Chemical Engineering Job at Lupin | GMP Compliance Officer
Looking for a rewarding Chemical Engineering Job in the pharmaceutical and biotechnology industry? Lupin has announced an exciting Officer – GMP Compliance opening at its Pune Biotech facility. This excellent Lupin Career opportunity is ideal for professionals with experience in cGMP compliance, biotechnology manufacturing, documentation systems, and equipment qualification. Candidates can gain valuable exposure to pharmaceutical operations, quality systems, and regulatory compliance while building a strong long-term career profile.
About Lupin
Lupin is one of India’s leading pharmaceutical and biotechnology companies with a strong global presence in healthcare innovation and manufacturing excellence. The company focuses on advanced pharmaceutical products, biotechnology solutions, and quality-driven operations while maintaining world-class compliance standards. Through its growing Lupin Career opportunities, the organization provides professionals with excellent exposure to pharmaceutical manufacturing, quality assurance, biotechnology research, and Chemical Engineering Job roles across multiple healthcare sectors.
Job Overview
The Officer – GMP Compliance role focuses on ensuring compliance with cGMP standards during manufacturing operations across mammalian and microbial facilities. Selected candidates will prepare and review GMP documentation, handle change controls, deviations, CAPA reports, and equipment qualification documentation such as IQ, OQ, PQ, and RQ. This Chemical Engineering Job is
highly suitable for candidates interested in biotechnology manufacturing, pharmaceutical quality systems, compliance operations, and industrial documentation management within a leading Lupin Career environment.- Job Post: Officer – GMP Compliance
- Location: Pune Biotech, MH, IN
Responsibilities:
- Responsible for compliance with cGMP and related elements like facilities, documentation, training, reports, and records during manufacturing operations. Preparation and Review of GMP documents related to all mammalian manufacturing facilities, microbial manufacturing facility, and drug product manufacturing department.
- To raise and handle the documents like Change controls, deviations, CAPA, and Investigation reports for all mammalian and microbial manufacturing facilities.
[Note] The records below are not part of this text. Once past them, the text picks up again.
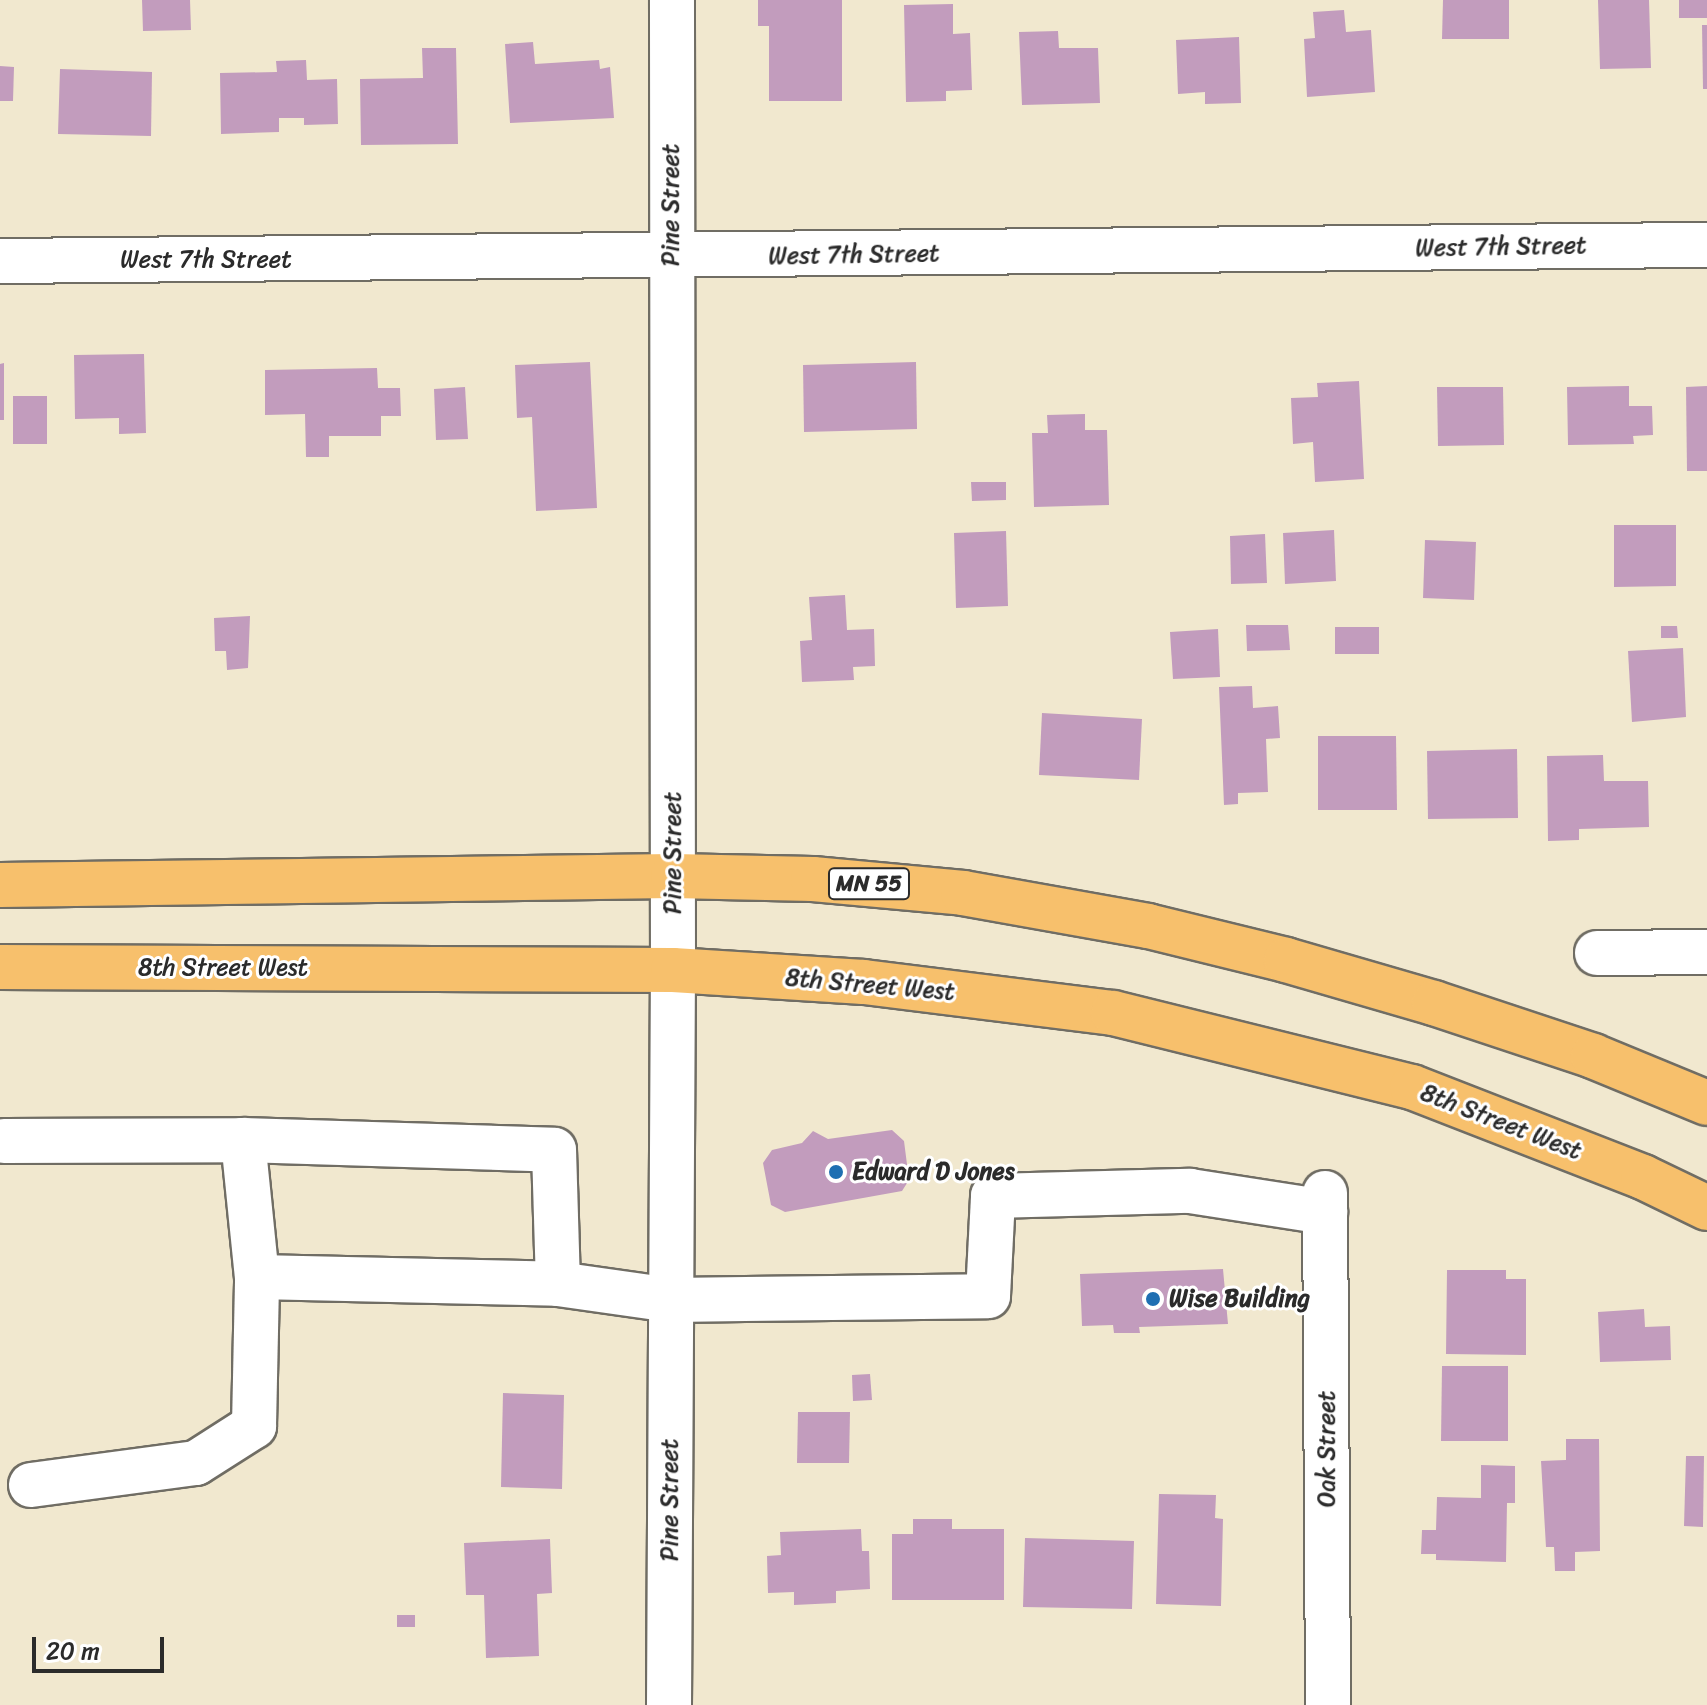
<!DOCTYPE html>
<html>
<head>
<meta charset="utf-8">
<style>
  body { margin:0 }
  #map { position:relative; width:1707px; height:1705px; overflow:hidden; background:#f1e8cf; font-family:Sriracha,sans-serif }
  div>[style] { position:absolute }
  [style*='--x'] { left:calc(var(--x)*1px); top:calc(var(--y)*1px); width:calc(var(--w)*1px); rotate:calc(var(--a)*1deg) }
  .building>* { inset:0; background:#c29cbd }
  .roads { filter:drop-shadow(2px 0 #706d64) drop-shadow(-2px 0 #706d64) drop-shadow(0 2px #706d64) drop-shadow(0 -2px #706d64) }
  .minor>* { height:44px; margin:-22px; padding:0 22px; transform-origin:22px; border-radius:22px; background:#fff }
  .highway>* { height:44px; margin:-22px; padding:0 22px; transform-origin:22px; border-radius:22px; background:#f7c06c }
  .dots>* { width:22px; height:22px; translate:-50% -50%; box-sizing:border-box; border:4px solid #fff; border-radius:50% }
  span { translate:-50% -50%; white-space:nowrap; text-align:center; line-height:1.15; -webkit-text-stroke:6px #fff; paint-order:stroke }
  .shield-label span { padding:2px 6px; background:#fff; border:2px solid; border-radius:6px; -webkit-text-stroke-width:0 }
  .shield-label { font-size:22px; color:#2b2b2b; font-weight:700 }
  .street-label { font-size:24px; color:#2b2b2b }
  .poi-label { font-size:24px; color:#2b2b2b; font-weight:700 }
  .left { translate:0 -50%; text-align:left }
  .scale { position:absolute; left:32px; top:1637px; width:132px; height:36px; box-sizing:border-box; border:4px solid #2b2b2b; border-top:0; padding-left:10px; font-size:24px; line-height:28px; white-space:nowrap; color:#2b2b2b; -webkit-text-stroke:6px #fff; paint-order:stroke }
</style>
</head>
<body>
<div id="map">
  <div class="building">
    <div style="clip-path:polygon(142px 0,190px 0,191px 30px,143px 31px)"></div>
    <div style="clip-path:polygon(758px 0,842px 0,842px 101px,769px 101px,769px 26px,758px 26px)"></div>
    <div style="clip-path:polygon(1443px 0,1509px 0,1509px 39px,1442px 39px)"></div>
    <div style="clip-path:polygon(1598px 0,1649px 0,1651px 68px,1600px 69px)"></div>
    <div style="clip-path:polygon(1679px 0,1707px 0,1707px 18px,1679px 18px)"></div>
    <div style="clip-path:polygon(953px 4px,953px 34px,970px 33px,972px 90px,946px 91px,946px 101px,906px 102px,904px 5px)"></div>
    <div style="clip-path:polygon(1344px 10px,1346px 32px,1371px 30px,1375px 92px,1307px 97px,1304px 39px,1315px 38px,1313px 12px)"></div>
    <div style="clip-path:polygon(1702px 25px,1707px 25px,1707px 89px,1703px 89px)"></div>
    <div style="clip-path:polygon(1058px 31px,1059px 48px,1098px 48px,1100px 103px,1022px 105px,1019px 32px)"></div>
    <div style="clip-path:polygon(1239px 37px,1241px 103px,1205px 104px,1205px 92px,1178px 94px,1176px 40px)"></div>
    <div style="clip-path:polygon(533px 42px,535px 64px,599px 60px,600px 69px,610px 67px,614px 118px,510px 123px,505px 44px)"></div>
    <div style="clip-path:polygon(422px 48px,456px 48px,458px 144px,361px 145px,360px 79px,423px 78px)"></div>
    <div style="clip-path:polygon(306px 60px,307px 80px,337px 79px,338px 124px,304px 125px,304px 118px,279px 118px,279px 132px,221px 134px,220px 73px,277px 72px,276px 61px)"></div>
    <div style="clip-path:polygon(0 66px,14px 67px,13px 101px,0 101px)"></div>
    <div style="clip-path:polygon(60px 69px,152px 72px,151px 136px,58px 134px)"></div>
    <div style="clip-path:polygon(144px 354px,146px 433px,119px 434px,119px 418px,75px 419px,74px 355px)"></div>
    <div style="clip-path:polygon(590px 362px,597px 508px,536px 511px,532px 417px,517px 418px,515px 365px)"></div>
    <div style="clip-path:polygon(916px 362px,917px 429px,804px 432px,803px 365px)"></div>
    <div style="clip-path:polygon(4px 363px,4px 420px,0 420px,0 364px)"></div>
    <div style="clip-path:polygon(377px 368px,378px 388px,400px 388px,401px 416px,381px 416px,381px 436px,329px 436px,329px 457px,306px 457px,305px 414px,265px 415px,265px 370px)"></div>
    <div style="clip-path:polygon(1359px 381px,1364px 479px,1315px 482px,1313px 442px,1293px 444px,1291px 398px,1318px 397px,1317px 383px)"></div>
    <div style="clip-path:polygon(1629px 386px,1629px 406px,1652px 406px,1653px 435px,1633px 436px,1634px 444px,1568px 445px,1567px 387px)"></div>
    <div style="clip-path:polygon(1707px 386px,1707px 471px,1687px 471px,1686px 387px)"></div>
    <div style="clip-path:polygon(465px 387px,468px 439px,436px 440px,434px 389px)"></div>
    <div style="clip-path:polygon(1437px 387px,1503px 387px,1504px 445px,1438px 446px)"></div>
    <div style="clip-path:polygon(13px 396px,47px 396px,47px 444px,13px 444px)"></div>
    <div style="clip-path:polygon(1085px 414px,1085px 430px,1107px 430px,1109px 505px,1034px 507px,1032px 433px,1048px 433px,1047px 415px)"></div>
    <div style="clip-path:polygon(971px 482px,1006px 482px,1006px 500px,972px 501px)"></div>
    <div style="clip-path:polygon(1614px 525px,1676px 525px,1676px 586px,1614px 587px)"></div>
    <div style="clip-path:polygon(1334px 530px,1336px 581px,1285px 584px,1283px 533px)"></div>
    <div style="clip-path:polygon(1006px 531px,1008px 606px,956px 608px,954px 533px)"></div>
    <div style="clip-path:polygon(1265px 534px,1267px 583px,1231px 584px,1230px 536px)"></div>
    <div style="clip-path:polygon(1425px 540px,1476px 542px,1474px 600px,1423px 598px)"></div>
    <div style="clip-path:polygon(845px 595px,847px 630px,874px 629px,875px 666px,853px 667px,854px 680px,802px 682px,800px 641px,812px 640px,809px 597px)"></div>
    <div style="clip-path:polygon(250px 616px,248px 668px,227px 670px,226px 651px,215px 651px,214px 618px)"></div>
    <div style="clip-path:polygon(1246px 625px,1288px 625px,1290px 650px,1247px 651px)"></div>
    <div style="clip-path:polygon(1661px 626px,1677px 626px,1678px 638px,1661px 638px)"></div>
    <div style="clip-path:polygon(1335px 627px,1379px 627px,1379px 654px,1335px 654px)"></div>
    <div style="clip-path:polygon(1218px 629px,1220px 677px,1173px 679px,1170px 632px)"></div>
    <div style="clip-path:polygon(1683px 648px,1686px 717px,1632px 722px,1628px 651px)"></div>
    <div style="clip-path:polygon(1252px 686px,1253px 708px,1278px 706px,1280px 738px,1266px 739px,1268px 792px,1238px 793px,1238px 804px,1224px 805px,1219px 687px)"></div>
    <div style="clip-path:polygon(1042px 713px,1142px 719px,1139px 780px,1039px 775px)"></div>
    <div style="clip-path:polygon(1318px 736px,1396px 736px,1397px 810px,1318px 810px)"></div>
    <div style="clip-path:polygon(1517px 749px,1518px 818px,1428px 819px,1427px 751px)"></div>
    <div style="clip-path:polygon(1603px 755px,1604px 781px,1648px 781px,1649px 827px,1579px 829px,1579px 840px,1548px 841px,1547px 756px)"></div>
    <div style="clip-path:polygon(892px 1130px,904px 1141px,909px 1180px,902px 1191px,785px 1212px,771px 1205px,763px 1163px,772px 1150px,802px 1143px,813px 1131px,828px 1139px)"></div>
    <div style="clip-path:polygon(1223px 1269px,1228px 1324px,1139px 1327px,1140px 1333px,1114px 1333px,1113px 1325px,1082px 1326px,1080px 1274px)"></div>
    <div style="clip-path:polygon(1447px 1270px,1506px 1270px,1506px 1279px,1526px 1279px,1526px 1355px,1446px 1354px)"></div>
    <div style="clip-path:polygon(1644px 1309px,1645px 1327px,1670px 1326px,1671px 1360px,1600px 1362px,1598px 1312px)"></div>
    <div style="clip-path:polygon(1442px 1366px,1508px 1366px,1508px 1441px,1441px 1441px)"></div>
    <div style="clip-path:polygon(870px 1374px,872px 1400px,853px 1401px,852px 1375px)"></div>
    <div style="clip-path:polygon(503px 1393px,564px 1395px,562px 1489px,501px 1487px)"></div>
    <div style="clip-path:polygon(798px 1412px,850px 1412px,849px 1463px,797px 1463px)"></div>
    <div style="clip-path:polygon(1566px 1439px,1599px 1439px,1600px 1551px,1575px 1552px,1575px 1571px,1555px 1571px,1554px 1547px,1546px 1547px,1541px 1461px,1566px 1460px)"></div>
    <div style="clip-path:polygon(1686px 1456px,1704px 1456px,1703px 1527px,1684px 1526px)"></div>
    <div style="clip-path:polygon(1481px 1465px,1515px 1466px,1515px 1503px,1507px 1503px,1506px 1562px,1436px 1560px,1436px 1554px,1421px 1554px,1422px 1530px,1436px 1530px,1437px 1497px,1481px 1498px)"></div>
    <div style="clip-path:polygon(1159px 1494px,1216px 1495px,1215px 1518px,1223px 1519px,1221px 1606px,1156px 1604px)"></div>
    <div style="clip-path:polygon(913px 1519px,952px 1519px,952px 1529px,1004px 1529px,1004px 1600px,892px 1600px,892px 1534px,913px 1534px)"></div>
    <div style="clip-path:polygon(861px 1529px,862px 1551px,869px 1551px,870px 1589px,836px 1591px,836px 1603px,794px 1605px,794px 1592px,768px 1593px,767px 1556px,781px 1555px,780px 1532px)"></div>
    <div style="clip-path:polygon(1025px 1538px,1134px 1541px,1132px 1609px,1023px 1607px)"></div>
    <div style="clip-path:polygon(550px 1539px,552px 1593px,537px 1594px,539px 1656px,486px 1658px,484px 1595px,466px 1595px,464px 1543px)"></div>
    <div style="clip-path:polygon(397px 1615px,415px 1615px,415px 1627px,397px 1627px)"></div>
  </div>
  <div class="roads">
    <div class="minor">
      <div style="--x:0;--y:261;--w:1707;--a:-0.54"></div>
      <div style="--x:1597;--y:953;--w:110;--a:-0.5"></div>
      <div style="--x:243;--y:1140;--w:311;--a:1.8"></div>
      <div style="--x:554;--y:1150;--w:134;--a:88.3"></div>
      <div style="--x:4;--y:1141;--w:239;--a:-0.2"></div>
      <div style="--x:243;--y:1140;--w:138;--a:84.2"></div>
      <div style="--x:257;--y:1277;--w:301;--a:1.3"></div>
      <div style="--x:558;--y:1284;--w:114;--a:8.1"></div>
      <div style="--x:671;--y:1300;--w:317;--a:-0.7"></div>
      <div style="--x:988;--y:1296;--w:100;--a:-87.1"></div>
      <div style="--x:993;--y:1196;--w:197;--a:-1.5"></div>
      <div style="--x:1190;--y:1191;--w:137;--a:8.8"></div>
      <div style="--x:1325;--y:1193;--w:512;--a:89.66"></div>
      <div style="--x:31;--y:1485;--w:166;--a:-7.6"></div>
      <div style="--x:196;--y:1463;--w:69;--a:-32.5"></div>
      <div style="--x:254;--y:1426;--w:149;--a:-88.8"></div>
      <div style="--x:669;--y:1705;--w:735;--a:-89.69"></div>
      <div style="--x:673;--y:970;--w:970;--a:-90.06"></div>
    </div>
    <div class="highway">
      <div style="--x:0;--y:885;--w:673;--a:-0.77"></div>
      <div style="--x:673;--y:876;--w:140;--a:1.2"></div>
      <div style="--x:813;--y:879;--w:151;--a:5.3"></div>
      <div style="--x:963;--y:893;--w:188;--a:10.1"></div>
      <div style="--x:1148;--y:926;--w:142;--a:13.8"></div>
      <div style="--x:1286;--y:960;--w:154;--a:16.2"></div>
      <div style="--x:1434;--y:1003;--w:168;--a:18.4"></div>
      <div style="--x:1593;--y:1056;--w:123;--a:22.4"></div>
      <div style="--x:0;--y:967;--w:673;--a:0.26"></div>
      <div style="--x:673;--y:970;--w:191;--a:3.6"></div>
      <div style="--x:864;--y:982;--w:251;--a:7.1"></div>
      <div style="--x:1113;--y:1013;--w:308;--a:13.9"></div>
      <div style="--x:1412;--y:1087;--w:248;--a:21.3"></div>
      <div style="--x:1643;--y:1177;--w:71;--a:25.8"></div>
    </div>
  </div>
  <div class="dots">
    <div style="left:836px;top:1172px;background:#1f6fb2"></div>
    <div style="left:1153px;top:1299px;background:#1f6fb2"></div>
  </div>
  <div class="shield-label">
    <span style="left:869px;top:884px">MN 55</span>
  </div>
  <div class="street-label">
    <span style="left:671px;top:205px;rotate:-90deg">Pine Street</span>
    <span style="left:1501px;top:247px;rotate:-1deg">West 7th Street</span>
    <span style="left:854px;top:255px;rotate:-1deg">West 7th Street</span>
    <span style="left:206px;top:260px">West 7th Street</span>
    <span style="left:673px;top:853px;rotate:-90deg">Pine Street</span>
    <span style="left:223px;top:968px">8th Street West</span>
    <span style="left:870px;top:985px;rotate:5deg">8th Street West</span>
    <span style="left:1501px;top:1122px;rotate:21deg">8th Street West</span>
    <span style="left:1327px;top:1449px;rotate:-90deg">Oak Street</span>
    <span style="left:670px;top:1500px;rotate:-90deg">Pine Street</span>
  </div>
  <div class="poi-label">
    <span class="left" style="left:852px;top:1172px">Edward D Jones</span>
    <span class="left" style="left:1169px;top:1299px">Wise Building</span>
  </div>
  <div class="scale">20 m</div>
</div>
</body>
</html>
- To prepare and review IQ, OQ, PQ, and RQ documents for equipment qualification in all mammalian and microbial manufacturing departments.
Requirements:
- Work Experience: 2-3 years
- Education: Post-Graduation in Biotechnology, B.Tech in Chemical Engineering
The Officer – GMP Compliance position is an excellent opportunity for professionals seeking a stable and growth-oriented Chemical Engineering Job in the pharmaceutical sector. With hands-on exposure to cGMP systems, biotechnology manufacturing, equipment qualification, and quality compliance operations, candidates can significantly strengthen their technical and regulatory expertise. Professionals interested in pharmaceutical manufacturing and biotechnology operations should consider applying for this valuable Lupin Career opportunity.